● **Given records**:
☆ ☆ ☆ ☆ ☆

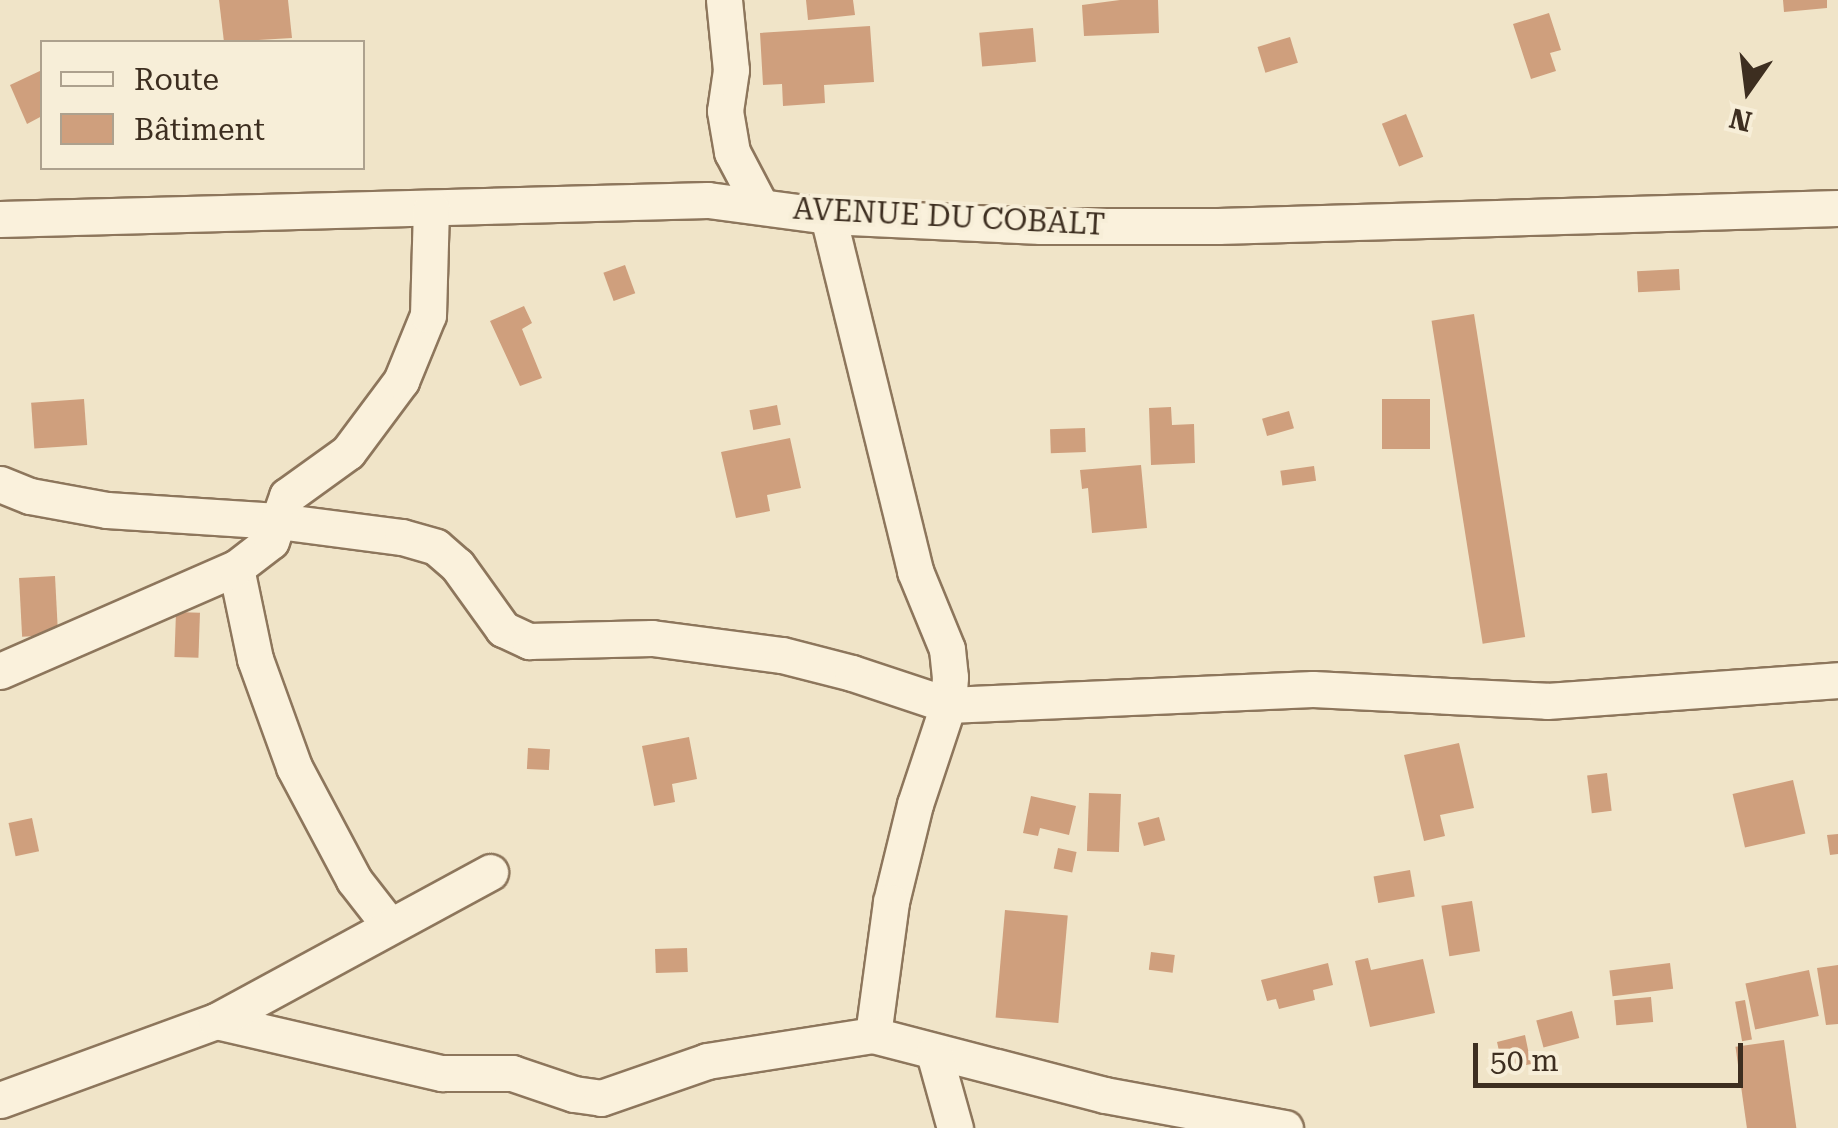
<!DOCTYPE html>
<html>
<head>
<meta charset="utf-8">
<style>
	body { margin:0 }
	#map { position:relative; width:1838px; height:1128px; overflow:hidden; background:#f0e4c8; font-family:"Roboto Serif",serif }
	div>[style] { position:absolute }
	.building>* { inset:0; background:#cf9f7d; transform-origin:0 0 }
	.roads { filter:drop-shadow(2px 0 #8d765c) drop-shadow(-2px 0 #8d765c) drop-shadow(0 2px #8d765c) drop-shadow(0 -2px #8d765c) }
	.minor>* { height:35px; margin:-17.5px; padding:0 17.5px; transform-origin:17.5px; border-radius:17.5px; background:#faf1dc }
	span { translate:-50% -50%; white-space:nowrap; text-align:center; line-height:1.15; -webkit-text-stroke:8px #f7eed8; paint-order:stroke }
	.street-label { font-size:30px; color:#3d2e20 }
	.legend { position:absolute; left:40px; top:40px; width:325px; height:130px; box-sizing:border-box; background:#f7eed8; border:2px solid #ada18e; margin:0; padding:12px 18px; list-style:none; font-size:30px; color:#3d2e20 }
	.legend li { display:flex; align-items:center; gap:20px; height:50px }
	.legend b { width:50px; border:2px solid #ada18e }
	.north { position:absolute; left:1698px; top:40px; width:100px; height:100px; -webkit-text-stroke:8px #f7eed8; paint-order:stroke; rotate:194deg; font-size:28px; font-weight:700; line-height:40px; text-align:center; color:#3d2e20 }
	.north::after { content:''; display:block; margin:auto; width:35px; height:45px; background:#3d2e20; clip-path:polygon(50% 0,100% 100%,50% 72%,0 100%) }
	.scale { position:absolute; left:1473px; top:1043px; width:270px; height:45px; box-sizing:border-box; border:5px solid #3d2e20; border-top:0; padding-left:12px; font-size:30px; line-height:35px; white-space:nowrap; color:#3d2e20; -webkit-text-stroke:8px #f7eed8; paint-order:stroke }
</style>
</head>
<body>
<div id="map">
	<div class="building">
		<i style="clip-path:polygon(219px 0,288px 0,292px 38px,224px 42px)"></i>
		<i style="clip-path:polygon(806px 0,853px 0,855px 15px,808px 20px)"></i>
		<i style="clip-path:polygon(1120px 0,1158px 0,1159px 33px,1084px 36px,1082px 5px)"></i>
		<i style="clip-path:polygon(1783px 0,1827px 0,1827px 8px,1784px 12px)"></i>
		<i style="clip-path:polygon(1549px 13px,1561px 50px,1550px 53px,1556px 71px,1531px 79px,1513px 24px)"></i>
		<i style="clip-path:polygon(870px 26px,874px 82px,824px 85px,825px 103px,783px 106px,782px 84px,763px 85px,760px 33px)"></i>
		<i style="left:1033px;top:28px;width:34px;height:54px;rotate:85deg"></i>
		<i style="left:1290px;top:37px;width:27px;height:34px;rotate:73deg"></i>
		<i style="clip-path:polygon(42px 70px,42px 116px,27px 124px,10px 85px)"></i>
		<i style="left:1406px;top:114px;width:46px;height:26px;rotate:68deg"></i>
		<i style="left:625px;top:265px;width:30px;height:23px;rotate:70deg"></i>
		<i style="left:1679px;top:269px;width:21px;height:42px;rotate:87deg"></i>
		<i style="clip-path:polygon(524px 306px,532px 323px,522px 329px,542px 378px,520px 386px,490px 321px)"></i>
		<i style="left:1474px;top:314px;width:327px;height:43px;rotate:81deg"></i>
		<i style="left:84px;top:399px;width:46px;height:53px;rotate:86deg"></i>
		<i style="left:1430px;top:399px;width:50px;height:48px;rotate:90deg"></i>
		<i style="left:777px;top:405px;width:20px;height:28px;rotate:79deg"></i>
		<i style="clip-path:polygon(1171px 407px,1172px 425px,1194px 424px,1195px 463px,1151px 465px,1149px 408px)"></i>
		<i style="left:1289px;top:411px;width:18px;height:28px;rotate:74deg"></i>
		<i style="left:1085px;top:428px;width:24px;height:35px;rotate:88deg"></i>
		<i style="clip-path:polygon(790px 438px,801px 488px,767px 495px,770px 511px,736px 518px,721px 452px)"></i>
		<i style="clip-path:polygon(1141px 465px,1147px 528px,1092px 533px,1088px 488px,1082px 489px,1080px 470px)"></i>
		<i style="left:1314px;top:466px;width:15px;height:34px;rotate:82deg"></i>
		<i style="left:55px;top:576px;width:59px;height:36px;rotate:87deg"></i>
		<i style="left:176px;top:612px;width:24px;height:45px;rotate:2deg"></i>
		<i style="clip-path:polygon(689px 737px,697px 779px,672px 784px,675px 802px,654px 806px,642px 746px)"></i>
		<i style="clip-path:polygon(1459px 743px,1474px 808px,1440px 815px,1445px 836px,1424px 841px,1404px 755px)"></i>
		<i style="left:528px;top:748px;width:22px;height:21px;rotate:3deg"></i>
		<i style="left:1607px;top:773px;width:38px;height:20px;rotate:83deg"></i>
		<i style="left:1793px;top:780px;width:55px;height:62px;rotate:77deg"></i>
		<i style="left:1089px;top:793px;width:32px;height:58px;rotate:2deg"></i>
		<i style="clip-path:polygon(1031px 796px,1076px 806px,1069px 835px,1040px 828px,1038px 836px,1023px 833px)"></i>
		<i style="left:1159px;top:817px;width:24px;height:22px;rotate:75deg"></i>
		<i style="left:32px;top:818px;width:34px;height:24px;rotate:78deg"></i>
		<i style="clip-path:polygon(1838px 834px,1838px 854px,1830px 855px,1827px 835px)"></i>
		<i style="left:1058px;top:848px;width:19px;height:21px;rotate:12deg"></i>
		<i style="left:1410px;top:870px;width:27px;height:37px;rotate:80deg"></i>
		<i style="left:1472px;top:901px;width:51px;height:31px;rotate:81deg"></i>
		<i style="left:1005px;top:910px;width:63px;height:108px;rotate:5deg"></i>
		<i style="left:687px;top:948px;width:24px;height:32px;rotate:88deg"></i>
		<i style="left:1151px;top:952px;width:24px;height:18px;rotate:7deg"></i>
		<i style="clip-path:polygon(1368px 958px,1371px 970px,1423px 959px,1435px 1013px,1370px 1027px,1355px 961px)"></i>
		<i style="clip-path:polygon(1328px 963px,1333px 985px,1313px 990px,1315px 1000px,1279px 1009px,1276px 999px,1267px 1001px,1261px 980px)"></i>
		<i style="left:1670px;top:963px;width:26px;height:61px;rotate:83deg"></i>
		<i style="clip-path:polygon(1838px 965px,1838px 1024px,1826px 1025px,1817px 968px)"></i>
		<i style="left:1809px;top:970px;width:47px;height:65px;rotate:78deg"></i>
		<i style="left:1651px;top:997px;width:25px;height:37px;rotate:85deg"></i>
		<i style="left:1745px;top:1000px;width:40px;height:10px;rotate:80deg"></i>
		<i style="left:1572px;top:1011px;width:28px;height:37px;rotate:75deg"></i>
		<i style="clip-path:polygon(1525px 1035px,1531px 1064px,1513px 1068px,1510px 1058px,1501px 1060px,1497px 1042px)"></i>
		<i style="left:1784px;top:1040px;width:89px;height:49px;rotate:82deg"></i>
	</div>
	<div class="roads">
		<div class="minor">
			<i style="left:724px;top:0;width:70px;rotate:84.3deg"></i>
			<i style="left:731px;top:70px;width:41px;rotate:98.3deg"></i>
			<i style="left:725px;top:111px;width:42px;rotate:80.3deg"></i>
			<i style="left:732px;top:152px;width:60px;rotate:62.2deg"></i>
			<i style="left:828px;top:216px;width:366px;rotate:76.2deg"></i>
			<i style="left:915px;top:571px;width:84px;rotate:67.7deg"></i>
			<i style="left:947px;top:649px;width:28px;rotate:84deg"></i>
			<i style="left:950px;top:677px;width:28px;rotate:94deg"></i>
			<i style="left:948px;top:705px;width:104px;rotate:108.4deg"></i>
			<i style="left:915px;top:804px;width:101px;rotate:103.8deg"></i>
			<i style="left:891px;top:902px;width:134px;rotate:97.7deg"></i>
			<i style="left:0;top:219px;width:708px;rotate:-1.54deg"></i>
			<i style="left:708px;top:200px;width:121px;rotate:7.6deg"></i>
			<i style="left:828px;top:216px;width:213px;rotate:2.7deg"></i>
			<i style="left:1041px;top:226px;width:177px"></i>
			<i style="left:1218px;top:226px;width:620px;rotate:-1.66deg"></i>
			<i style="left:0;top:484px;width:32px;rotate:22deg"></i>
			<i style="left:30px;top:496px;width:78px;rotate:10.3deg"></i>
			<i style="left:107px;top:510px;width:171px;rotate:3.7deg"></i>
			<i style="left:278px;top:521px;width:125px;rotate:7.4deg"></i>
			<i style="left:402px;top:537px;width:35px;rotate:16deg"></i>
			<i style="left:436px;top:547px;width:28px;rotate:41deg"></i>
			<i style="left:457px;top:565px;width:79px;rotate:54.3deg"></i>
			<i style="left:503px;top:629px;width:29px;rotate:25deg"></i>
			<i style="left:529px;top:641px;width:123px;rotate:-1.4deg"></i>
			<i style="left:652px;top:638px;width:131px;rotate:7.5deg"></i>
			<i style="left:782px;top:655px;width:72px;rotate:14.4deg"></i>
			<i style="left:852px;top:673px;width:101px;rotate:18.4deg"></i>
			<i style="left:948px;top:705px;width:365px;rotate:-2.5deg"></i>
			<i style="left:1313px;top:689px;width:234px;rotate:2.9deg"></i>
			<i style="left:1547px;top:701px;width:292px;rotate:-4.1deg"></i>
			<i style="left:236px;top:568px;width:93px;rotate:78.2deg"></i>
			<i style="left:255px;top:659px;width:115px;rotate:70.1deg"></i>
			<i style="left:294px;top:767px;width:128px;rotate:62deg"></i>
			<i style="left:354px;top:880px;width:58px;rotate:52deg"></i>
			<i style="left:0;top:671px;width:257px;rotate:-23.6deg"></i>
			<i style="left:236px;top:568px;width:44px;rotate:-37.6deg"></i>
			<i style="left:271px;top:541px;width:48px;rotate:-70.4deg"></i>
			<i style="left:287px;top:496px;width:75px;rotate:-35.8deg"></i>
			<i style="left:348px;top:452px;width:89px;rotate:-53.3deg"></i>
			<i style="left:401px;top:381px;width:71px;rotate:-67.8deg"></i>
			<i style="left:428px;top:315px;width:107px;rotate:-88.4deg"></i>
			<i style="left:216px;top:1021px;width:232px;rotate:13deg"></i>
			<i style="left:442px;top:1073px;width:70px"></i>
			<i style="left:512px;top:1073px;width:65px;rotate:18.7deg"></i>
			<i style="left:574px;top:1094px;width:27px;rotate:8deg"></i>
			<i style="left:601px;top:1098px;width:112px;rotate:-19.2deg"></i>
			<i style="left:707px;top:1061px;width:168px;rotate:-8.9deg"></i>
			<i style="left:873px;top:1035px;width:240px;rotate:14.5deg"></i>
			<i style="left:1105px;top:1095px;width:183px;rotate:10.4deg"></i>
			<i style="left:934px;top:1053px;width:78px;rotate:74.4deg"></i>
			<i style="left:0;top:1100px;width:230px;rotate:-20.1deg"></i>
			<i style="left:216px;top:1021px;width:312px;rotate:-28.5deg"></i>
		</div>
	</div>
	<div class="street-label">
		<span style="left:949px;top:217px;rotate:3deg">AVENUE DU COBALT</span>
	</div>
	<ul class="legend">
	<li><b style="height:12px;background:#faf1dc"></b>Route</li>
	<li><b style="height:28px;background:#cf9f7d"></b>Bâtiment</li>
	</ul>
	<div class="north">N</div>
	<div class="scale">50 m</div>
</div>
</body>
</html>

☆ ☆ ☆ ☆ ☆

● **What this task involves**: What you return should be only the exact lines from the top of the entries through the line with "display:flex; align-items:center; gap:20px;", minus the pictures.

● **Solution to this task**:
<!DOCTYPE html>
<html>
<head>
<meta charset="utf-8">
<style>
	body { margin:0 }
	#map { position:relative; width:1838px; height:1128px; overflow:hidden; background:#f0e4c8; font-family:"Roboto Serif",serif }
	div>[style] { position:absolute }
	.building>* { inset:0; background:#cf9f7d; transform-origin:0 0 }
	.roads { filter:drop-shadow(2px 0 #8d765c) drop-shadow(-2px 0 #8d765c) drop-shadow(0 2px #8d765c) drop-shadow(0 -2px #8d765c) }
	.minor>* { height:35px; margin:-17.5px; padding:0 17.5px; transform-origin:17.5px; border-radius:17.5px; background:#faf1dc }
	span { translate:-50% -50%; white-space:nowrap; text-align:center; line-height:1.15; -webkit-text-stroke:8px #f7eed8; paint-order:stroke }
	.street-label { font-size:30px; color:#3d2e20 }
	.legend { position:absolute; left:40px; top:40px; width:325px; height:130px; box-sizing:border-box; background:#f7eed8; border:2px solid #ada18e; margin:0; padding:12px 18px; list-style:none; font-size:30px; color:#3d2e20 }
	.legend li { display:flex; align-items:center; gap:20px; height:50px }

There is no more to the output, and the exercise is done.